═════ PROVIDED DATA ═════
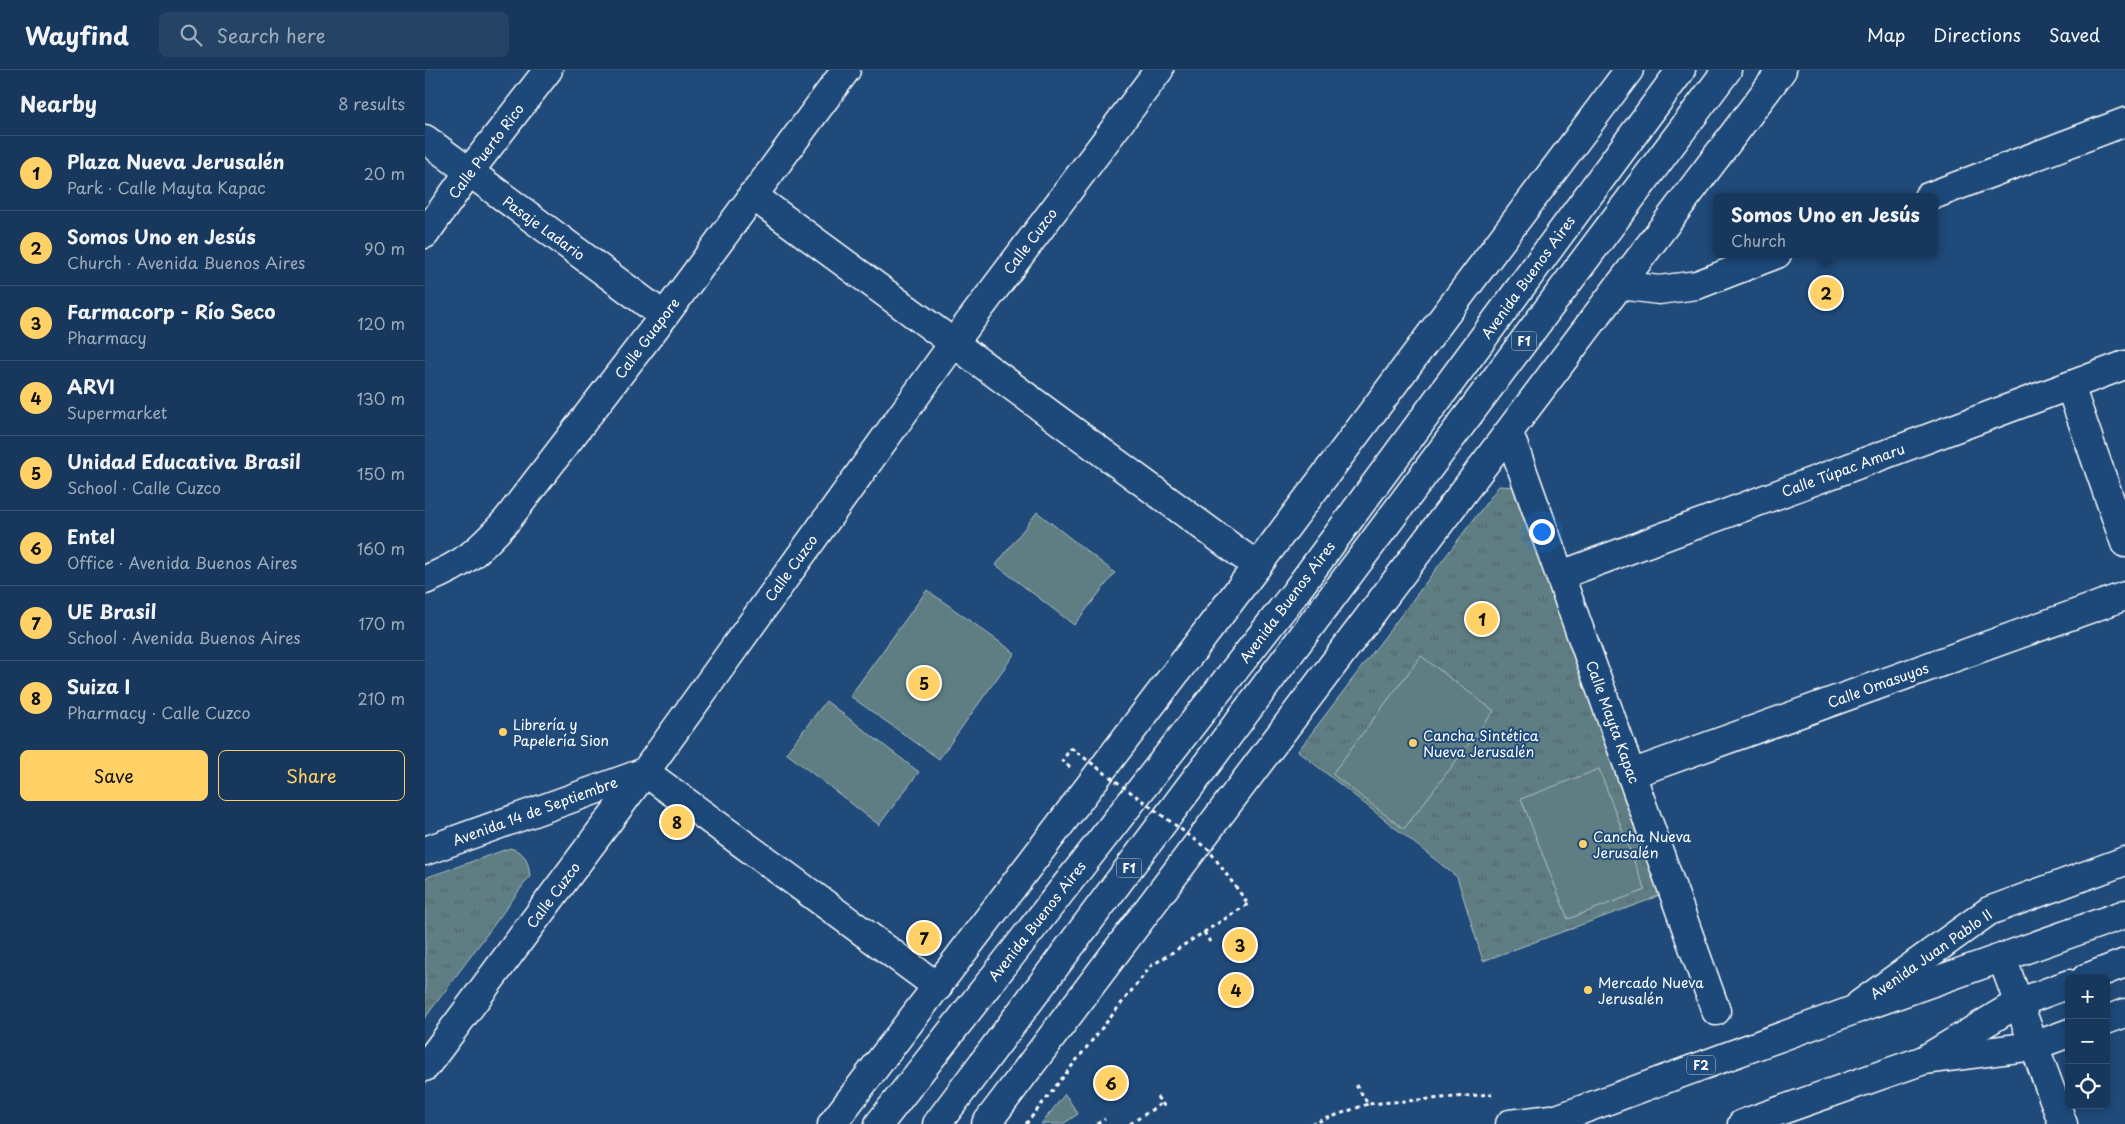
<!DOCTYPE html>
<html lang="en">
<head>
<meta charset="utf-8">
<style>
  body { margin:0; font-family:"Playpen Sans",sans-serif; background:#244365; color:#f1f3f6 }
  .controls { position:absolute; right:15px; bottom:15px; display:grid; overflow:hidden; border-radius:8px; box-shadow:0 2px 8px #0003 }
  .controls button { width:45px; height:45px; display:grid; place-items:center; padding:0; border:0; border-bottom:1px solid #365272; background:#17385c; color:#f1f3f6; font:25px sans-serif }
  .you { position:absolute; left:1116px; top:461px; width:18px; height:18px; margin:-12px; border:4px solid #fff; border-radius:50%; background:#1a73e8; box-shadow:0 0 0 8px #1a73e833 }
  .badge { display:grid; place-items:center; width:32px; height:32px; border-radius:50%; background:#ffd166; color:#111; font-size:16px; font-weight:700 }
  .pin { position:absolute; translate:-50% -50%; border:2px solid #fff; box-shadow:0 1px 5px #0006 }
  .popup { position:absolute; left:1288px; top:123px; width:225px; height:65px; box-sizing:border-box; display:grid; place-content:center; border-radius:8px; background:#17385c; filter:drop-shadow(0 1px 4px #0005); font-size:16px; white-space:nowrap; color:#9eacbb }
  .popup b { font-size:19px; color:#f1f3f6 }
  .popup::after { content:''; position:absolute; left:50%; top:100%; margin-left:-10px; border:10px solid transparent; border-top-color:#17385c }
  .list { margin:0; padding:0; list-style:none }
  h2 { display:flex; justify-content:space-between; align-items:center; height:65px; margin:0; padding:0 20px; font-size:21px }
  h2 small { font-size:16px; font-weight:400; color:#9eacbb }
  .list li { display:grid; grid-template-columns:32px 1fr auto; gap:15px; align-items:center; box-sizing:border-box; height:75px; padding:0 20px; border-top:1px solid #365272 }
  .list b { display:block; font-size:19px; white-space:nowrap }
  .list p { margin:0; font-size:16px; white-space:nowrap; color:#9eacbb }
  .list em { font-size:16px; font-style:normal; color:#9eacbb }
  .actions { display:flex; gap:10px; padding:15px 20px }
  .actions a { flex:1; padding:11px 0; border:1px solid #ffd166; border-radius:8px; text-align:center; font-size:18px; color:#ffd166 }
  .actions .main { background:#ffd166; color:#111 }
  .icon { flex:none; width:28px; height:28px; fill:none; stroke:currentColor; stroke-width:2; stroke-linecap:round; stroke-linejoin:round }
  .map { position:relative; flex:none; width:1700px; height:1054px; overflow:hidden }
  header { display:flex; align-items:center; gap:30px; box-sizing:border-box; height:70px; padding:0 25px; background:#17385c; border-bottom:1px solid #365272 }
  header strong { font-size:24px }
  nav { display:flex; gap:28px; margin-inline-start:auto; font-size:18px }
  .search { width:350px; height:45px; background:#244365; display:flex; align-items:center; gap:12px; box-sizing:border-box; padding:0 18px; border-radius:8px; color:#9eacbb; font-size:19px }
  main { display:flex }
  aside { flex:1; background:#17385c }
  .map>svg:first-child { display:block }
  .park { fill:url(#park-tufts); stroke:#afbec1 }
  .garden { fill:#5f7e83; stroke:#afbec1 }
  .lines { fill:none; stroke-linecap:round; stroke-linejoin:round }
  .minor-casing { stroke:#fff; stroke-width:31 }
  .tertiary-casing { stroke:#fff; stroke-width:31 }
  .primary-casing { stroke:#fff; stroke-width:31 }
  .trunk-casing { stroke:#fff; stroke-width:31 }
  .path { stroke:#fff; stroke-width:3; stroke-dasharray:4 4; stroke-linecap:butt }
  .minor { stroke:#1f4a7a; stroke-width:28 }
  .tertiary { stroke:#1f4a7a; stroke-width:28 }
  .primary { stroke:#1f4a7a; stroke-width:28 }
  .trunk { stroke:#1f4a7a; stroke-width:28 }
  .path-bridge { stroke:#fff; stroke-width:3; stroke-dasharray:4 4; stroke-linecap:butt }
  .poi-dot { fill:#ffd166; stroke:#1f4a7a; stroke-width:2 }
  .labels { text-anchor:middle; dominant-baseline:central; stroke-width:4; stroke-linejoin:round; paint-order:stroke }
  .shield { fill:#1f4a7a; stroke:#bcc9d7; stroke-width:1 }
  .shield-label { font-size:12px; font-weight:bold; fill:#fff }
  .street-label { font-size:14px; fill:#fff; stroke:#1f4a7a }
  .poi-label { font-size:14px; fill:#fff; stroke:#1f4a7a; text-anchor:start }
</style>
</head>
<body>
<header>
<strong>Wayfind</strong>
<div class="search"><svg class="icon" aria-label="search" viewBox="0 0 24 24"><circle cx="10" cy="10" r="6"/><path d="M15 15l6 6"/></svg>Search here</div>
<nav><a>Map</a><a>Directions</a><a>Saved</a></nav>
</header>
<main>
<aside>
<h2>Nearby<small>8 results</small></h2>
<ul class="list">
<li><span class="badge">1</span><div><b>Plaza Nueva Jerusalén</b><p>Park · Calle Mayta Kapac</p></div><em>20 m</em></li>
<li><span class="badge">2</span><div><b>Somos Uno en Jesús</b><p>Church · Avenida Buenos Aires</p></div><em>90 m</em></li>
<li><span class="badge">3</span><div><b>Farmacorp - Río Seco</b><p>Pharmacy</p></div><em>120 m</em></li>
<li><span class="badge">4</span><div><b>ARVI</b><p>Supermarket</p></div><em>130 m</em></li>
<li><span class="badge">5</span><div><b>Unidad Educativa Brasil</b><p>School · Calle Cuzco</p></div><em>150 m</em></li>
<li><span class="badge">6</span><div><b>Entel</b><p>Office · Avenida Buenos Aires</p></div><em>160 m</em></li>
<li><span class="badge">7</span><div><b>UE Brasil</b><p>School · Avenida Buenos Aires</p></div><em>170 m</em></li>
<li><span class="badge">8</span><div><b>Suiza I</b><p>Pharmacy · Calle Cuzco</p></div><em>210 m</em></li>
</ul>
<div class="actions"><a class="main">Save</a><a>Share</a></div>
</aside>
<div class="map">
<svg width="1700" height="1054" viewBox="0 0 1700 1054">
  <defs>
    <pattern id="park-tufts" width="24" height="20" patternUnits="userSpaceOnUse" patternTransform="scale(1.25)"><rect width="24" height="20" fill="#5f7e83"/><path d="M3 7l-1-3M5 7V3M7 7l1-3M15 17l-1-3M17 17v-4M19 17l1-3" fill="none" stroke="#566568"/></pattern>
  </defs>
  <rect width="100%" height="100%" fill="#1f4a7a"/>
  <filter id="ink" filterUnits="userSpaceOnUse"><feTurbulence type="fractalNoise" baseFrequency=".02" numOctaves="2"/><feDisplacementMap in="SourceGraphic" scale="10" xChannelSelector="R" yChannelSelector="G"/><feConvolveMatrix kernelMatrix="1 2 1 2 8 2 1 2 1" color-interpolation-filters="sRGB"/></filter>
  <g filter="url(#ink)">
    <g class="park">
      <polygon points="1074,416 1095,417 1238,823 1224,830 1058,891 1032,807 873,681"/>
      <path d="M85,778c16,5 18,12 20,28l-105,142v-140z"/>
    </g>
    <g class="garden">
      <polygon points="612,442 690,503 649,555 571,495"/>
      <polygon points="502,520 590,583 514,689 425,626"/>
      <polygon points="996,586 1069,641 979,759 907,704"/>
      <polygon points="401,631 494,702 454,755 361,683"/>
      <polygon points="1174,699 1220,820 1143,849 1096,729"/>
      <polygon points="640,1024 653,1044 638,1054 616,1054"/>
    </g>
    <g class="lines">
      <defs>
        <g id="minor">
          <polyline points="0,69 239,246"/>
          <polyline points="327,125 832,496"/>
          <polyline points="1503,127 1700,52"/>
          <polyline points="0,164 44,102 123,0"/>
          <polyline points="1195,215 1234,220 1272,215 1352,184"/>
          <polyline points="1645,316 1700,473"/>
          <polyline points="1084,363 1291,941"/>
          <polyline points="1136,505 1700,295"/>
          <path d="M0,510c40,-16 54,-29 82,-60l157,-204 182,-246"/>
          <polyline points="1206,704 1700,526"/>
          <polyline points="1577,888 1638,1054"/>
          <polyline points="1435,934 1564,841 1700,791"/>
          <polyline points="1681,950 1700,943"/>
          <polyline points="1499,990 1609,976 1644,963"/>
          <polyline points="0,997 220,702 513,917"/>
        </g>
        <polyline id="tertiary" points="0,781 220,702 528,274 734,0"/>
        <g id="primary">
          <polyline points="407,1054 832,496 1204,0"/>
          <polyline points="561,1054 1357,0"/>
        </g>
        <g id="trunk">
          <polyline points="1661,908 1700,893"/>
          <polyline points="454,1054 869,524 1256,0"/>
          <polyline points="512,1054 1302,0"/>
          <polyline points="1085,1054 1126,1049"/>
          <polyline points="1118,1054 1426,941 1700,844"/>
          <polyline points="1317,1054 1499,990 1593,933 1644,914"/>
        </g>
      </defs>
      <use href="#minor" class="minor-casing"/>
      <use href="#tertiary" class="tertiary-casing"/>
      <use href="#primary" class="primary-casing"/>
      <use href="#trunk" class="trunk-casing"/>
      <g class="path">
        <polyline points="645,697 637,691 646,678"/>
        <polyline points="779,862 785,872"/>
        <polyline points="931,1015 943,1034 1067,1024"/>
        <polyline points="732,1027 740,1037"/>
        <polyline points="601,1054 726,896 823,834"/>
        <polyline points="672,1054 680,1049"/>
        <polyline points="705,1054 737,1033"/>
        <polyline points="886,1054 943,1034"/>
      </g>
      <use href="#minor" class="minor"/>
      <use href="#tertiary" class="tertiary"/>
      <use href="#primary" class="primary"/>
      <use href="#trunk" class="trunk"/>
      <polyline class="path-bridge" points="646,678 784,780 823,834"/>
    </g>
  </g>
  <g class="poi-dot">
    <circle cx="78" cy="662" r="5"/>
    <circle cx="988" cy="673" r="5"/>
    <circle cx="1158" cy="774" r="5"/>
    <circle cx="1163" cy="920" r="5"/>
  </g>
  <g class="labels">
    <g class="shield">
      <rect x="1086.5" y="261.5" width="25" height="19" rx="4"/>
      <rect x="691.5" y="788.5" width="25" height="19" rx="4"/>
      <rect x="1262" y="985.5" width="28" height="19" rx="4"/>
    </g>
    <g class="shield-label">
      <text x="1099" y="271">F1</text>
      <text x="704" y="798">F1</text>
      <text x="1276" y="995">F2</text>
    </g>
    <g class="street-label">
      <text transform="translate(61 81) rotate(-53)">Calle Puerto Rico</text>
      <text transform="translate(119 158) rotate(36)">Pasaje Ladario</text>
      <text transform="translate(605 171) rotate(-53)">Calle Cuzco</text>
      <text transform="translate(1103 207) rotate(-54)">Avenida Buenos Aires</text>
      <text transform="translate(222 268) rotate(-53)">Calle Guapore</text>
      <text transform="translate(1418 400) rotate(-20)">Calle Túpac Amaru</text>
      <text transform="translate(366 498) rotate(-54)">Calle Cuzco</text>
      <text transform="translate(862 532) rotate(-53)">Avenida Buenos Aires</text>
      <text transform="translate(1453 615) rotate(-20)">Calle Omasuyos</text>
      <text transform="translate(1188 652) rotate(70)">Calle Mayta Kapac</text>
      <text transform="translate(110 741) rotate(-20)">Avenida 14 de Septiembre</text>
      <text transform="translate(128 825) rotate(-53)">Calle Cuzco</text>
      <text transform="translate(612 851) rotate(-52)">Avenida Buenos Aires</text>
      <text transform="translate(1506 884) rotate(-35)">Avenida Juan Pablo II</text>
    </g>
    <g class="poi-label">
      <text x="88" y="654">Librería y<tspan x="88" dy="16">Papelería Sion</tspan></text>
      <text x="998" y="665">Cancha Sintética<tspan x="998" dy="16">Nueva Jerusalén</tspan></text>
      <text x="1168" y="766">Cancha Nueva<tspan x="1168" dy="16">Jerusalén</tspan></text>
      <text x="1173" y="912">Mercado Nueva<tspan x="1173" dy="16">Jerusalén</tspan></text>
    </g>
  </g>
</svg>
<div class="controls">
<button>+</button>
<button>−</button>
<button><svg class="icon" aria-label="locate" viewBox="0 0 24 24"><circle cx="12" cy="12" r="6"/><path d="M12 2v4M12 18v4M2 12h4M18 12h4"/></svg></button>
</div>
<div class="you"></div>
<div class="pin badge" style="left:1057px;top:549px">1</div>
<div class="pin badge" style="left:1401px;top:223px">2</div>
<div class="popup"><b>Somos Uno en Jesús</b>Church</div>
<div class="pin badge" style="left:815px;top:875px">3</div>
<div class="pin badge" style="left:811px;top:920px">4</div>
<div class="pin badge" style="left:499px;top:613px">5</div>
<div class="pin badge" style="left:686px;top:1013px">6</div>
<div class="pin badge" style="left:499px;top:868px">7</div>
<div class="pin badge" style="left:252px;top:752px">8</div>
</div>
</main>
</body>
</html>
═════
WHAT IS REQUIRED: In the entries above, find the line holding "<nav><a>Map</a><a>Directions</a><a>Saved</a></nav>" and the line holding "Mayta Kapac</p></div><em>20 m</em></li>", then retype exactly those two lines and every line between them, and nothing else.

TASK ANSWER:
<nav><a>Map</a><a>Directions</a><a>Saved</a></nav>
</header>
<main>
<aside>
<h2>Nearby<small>8 results</small></h2>
<ul class="list">
<li><span class="badge">1</span><div><b>Plaza Nueva Jerusalén</b><p>Park · Calle Mayta Kapac</p></div><em>20 m</em></li>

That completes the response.